The Cycling Independent Reform Commission (CIRC) asked today for people to testify on the sport’s past. It wishes to learn from the rocky period spanning from the Festina Affair in 1998 to the recent Lance Armstrong scandal and to make recommendations. It said it will offer reduced suspensions for those who cooperate.
“The primary purpose of our investigation is not to punish doping offenders but to learn from the past so we can help ensure a better future for cycling,” said Dick Marty, Chairman of the commission. “We will treat all witnesses fairly and so I urge anyone in the cycling community with information that can help our investigation to come forward.”
New cycling president, Brian Cookson helped establish the commission after he took office in September.
“The Cycling Independent Reform Commission will not only help us learn from the past, but will also play an important role in shaping our future processes and practices,” Cookson said. “I committed to this process before I was elected in September 2013 and I’m pleased to see the CIRC fully operational only a few months later. It is essential that the commission is left to get on with its investigation on a completely independent basis and I have ensured that all the structures are in place to allow this to happen.”

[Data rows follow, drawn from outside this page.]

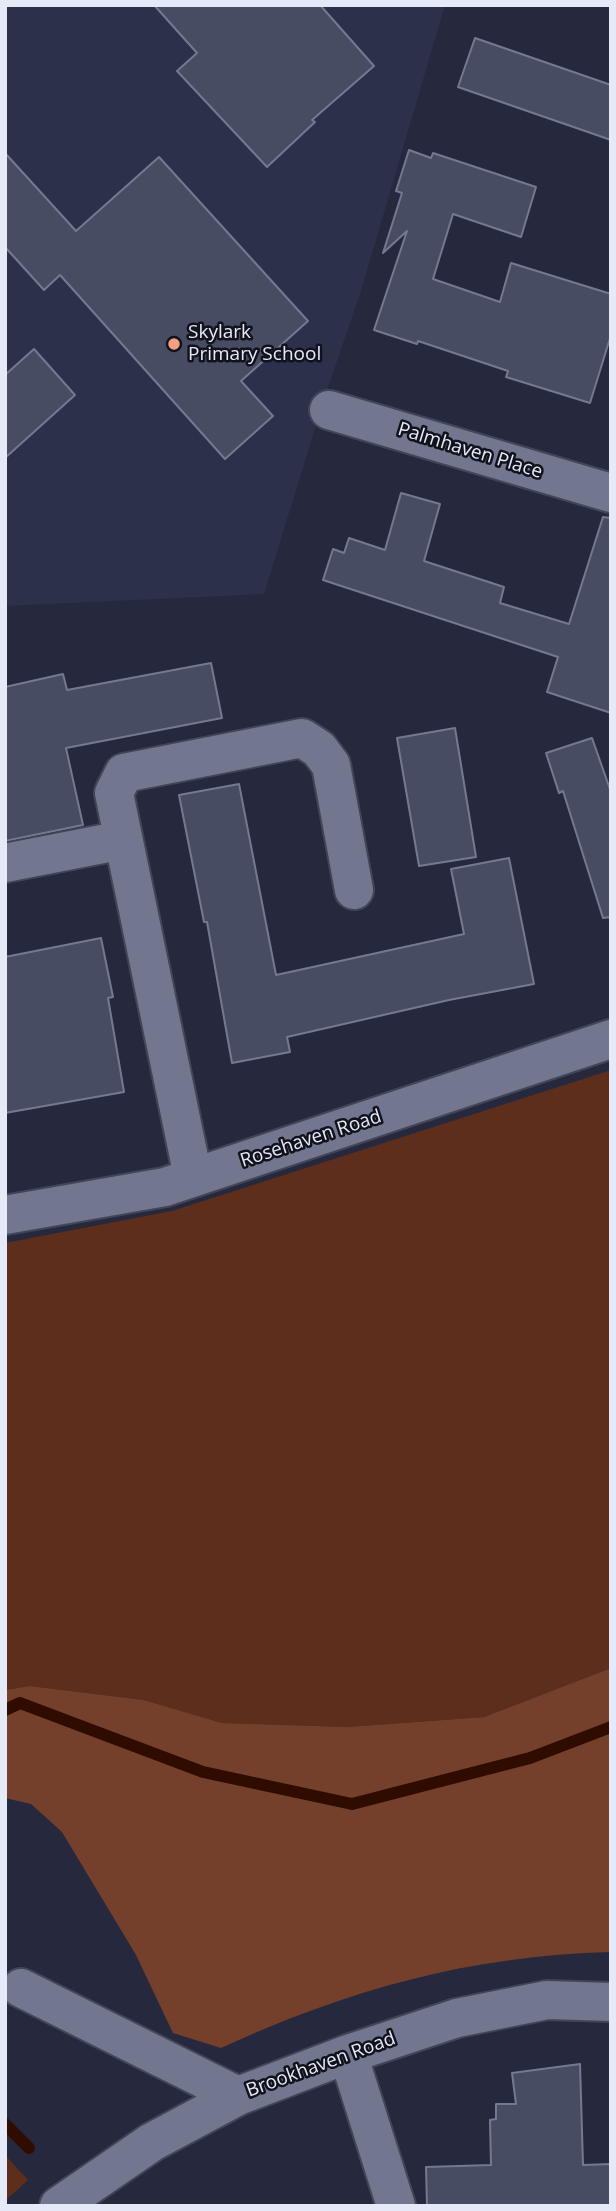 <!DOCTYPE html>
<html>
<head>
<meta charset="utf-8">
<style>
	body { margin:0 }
	#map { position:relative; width:616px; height:2211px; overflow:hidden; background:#26293d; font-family:"Open Sans",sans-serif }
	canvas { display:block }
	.frame { position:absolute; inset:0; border:7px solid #e6e9f7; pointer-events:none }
</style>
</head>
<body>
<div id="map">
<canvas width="616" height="2211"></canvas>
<div class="frame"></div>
</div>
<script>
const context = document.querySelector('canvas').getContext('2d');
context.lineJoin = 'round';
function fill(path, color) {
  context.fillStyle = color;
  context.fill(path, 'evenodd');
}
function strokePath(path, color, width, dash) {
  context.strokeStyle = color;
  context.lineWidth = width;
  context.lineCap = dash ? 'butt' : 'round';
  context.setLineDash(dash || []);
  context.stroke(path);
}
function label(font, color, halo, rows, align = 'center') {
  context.font = font + ' "Open Sans",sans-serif';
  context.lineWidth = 5;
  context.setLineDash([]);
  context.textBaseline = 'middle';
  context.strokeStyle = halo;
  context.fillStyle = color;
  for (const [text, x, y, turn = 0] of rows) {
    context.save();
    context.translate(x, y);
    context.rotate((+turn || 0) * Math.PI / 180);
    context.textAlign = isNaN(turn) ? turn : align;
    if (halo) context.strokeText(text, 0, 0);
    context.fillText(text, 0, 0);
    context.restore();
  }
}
fill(new Path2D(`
	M5,5h440l-84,286 -36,105 -61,198 -259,12z`), '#2c304b');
fill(new Path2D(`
	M611,1070v598l-127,49 -136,10 -126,-4 -78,-23 -114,-14 -25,4v-447l167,-32z
	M5,2155l23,25 -23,21z`), '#5d2e1c');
fill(new Path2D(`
	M611,1668v284c-143,4 -261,37 -390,96l-48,-15 -37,-78 -74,-123 -31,-28 -26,-6v-108l25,-4 114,14 78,23 126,4 136,-10z`), '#743f2b');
strokePath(new Path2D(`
	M5,1710l15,-7 183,69 149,32 178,-46 81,-31
	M5,2124l24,24`), '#300b00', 12);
const building = new Path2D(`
	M154,5h166l54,61 -62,54 3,2 -48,45 -90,-96 20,-18z
	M475,38l136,47v55l-153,-53z
	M409,150l22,8 2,-5 103,34 -15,50 -68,-23 -20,65 67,23 11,-39 100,31v41l-21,68 -84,-26 2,-6 -90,-30 -1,3 -43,-14 33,-99 -24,22 19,-60 -6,-2z
	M5,153l71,78 83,-74 149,164 -67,60 32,35 -48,43 -165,-184 -16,15 -39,-43z
	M34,349l41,46 -70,63v-83z
	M401,493l39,11 -16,57 80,26 -4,16 69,21 34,-107 8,1v195l-64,-21 11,-35 -235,-77 10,-31 11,4 5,-15 36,12z
	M211,663l11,55 -156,30 17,77 -78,16v-154l58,-13 4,16z
	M455,728l21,129 -57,9 -22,-128z
	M592,738l19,54v125l-8,1 -40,-127 -4,2 -13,-40z
	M239,784l37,191 188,-41 -13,-65 58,-11 25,126 -85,16 -162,37 3,15 -58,11 -25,-141h-3l-25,-127z
	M101,938l12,59 -5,1 16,94 -119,21v-156z
	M580,2064l3,101 28,-1v42h-184l-1,-39 65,-2 -1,-45 6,-1v-15h20l-4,-31z`);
fill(building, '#484c62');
strokePath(building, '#747991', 2);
const minor = new Path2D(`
	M329,410l282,83
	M5,863l118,-23
	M193,1177l-79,-384 10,-20 178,-35 17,11 12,16 23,125
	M5,1215l160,-28 446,-148
	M21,1988l217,108
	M348,2054l48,152
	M59,2206l93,-64 86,-46 110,-42 109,-36 90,-18 64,2`);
strokePath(minor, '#434557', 42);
strokePath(minor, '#72778f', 38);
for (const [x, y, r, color] of [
	[174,344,7,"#f39f82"]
]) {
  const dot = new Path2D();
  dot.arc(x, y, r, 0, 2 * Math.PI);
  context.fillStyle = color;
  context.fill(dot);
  strokePath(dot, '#11121c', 2.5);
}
label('19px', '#e6e9f7', '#11121c', [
	["Skylark",188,333],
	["Primary School",188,355]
], 'left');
label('19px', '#e6e9f7', '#11121c', [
	["Palmhaven Place",470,451,17],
	["Rosehaven Road",311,1139,-18],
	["Brookhaven Road",321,2065,-20]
]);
</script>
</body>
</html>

The commission also listed several terms and references that it is operating under, including its investigation period and options for reduced sentences. It said it will operate independent of cycling’s governing body, the Union Cycliste Internationale (UCI).
The press release read: “The final objective of the investigation shall be the production of a comprehensive report illustrating the causes of, and responsibility for, the doping practices that took place within the relevant period and to make targeted recommendations to the whole cycling family.”
Cookson said earlier that he wants the commission to finish its work by the end of the year.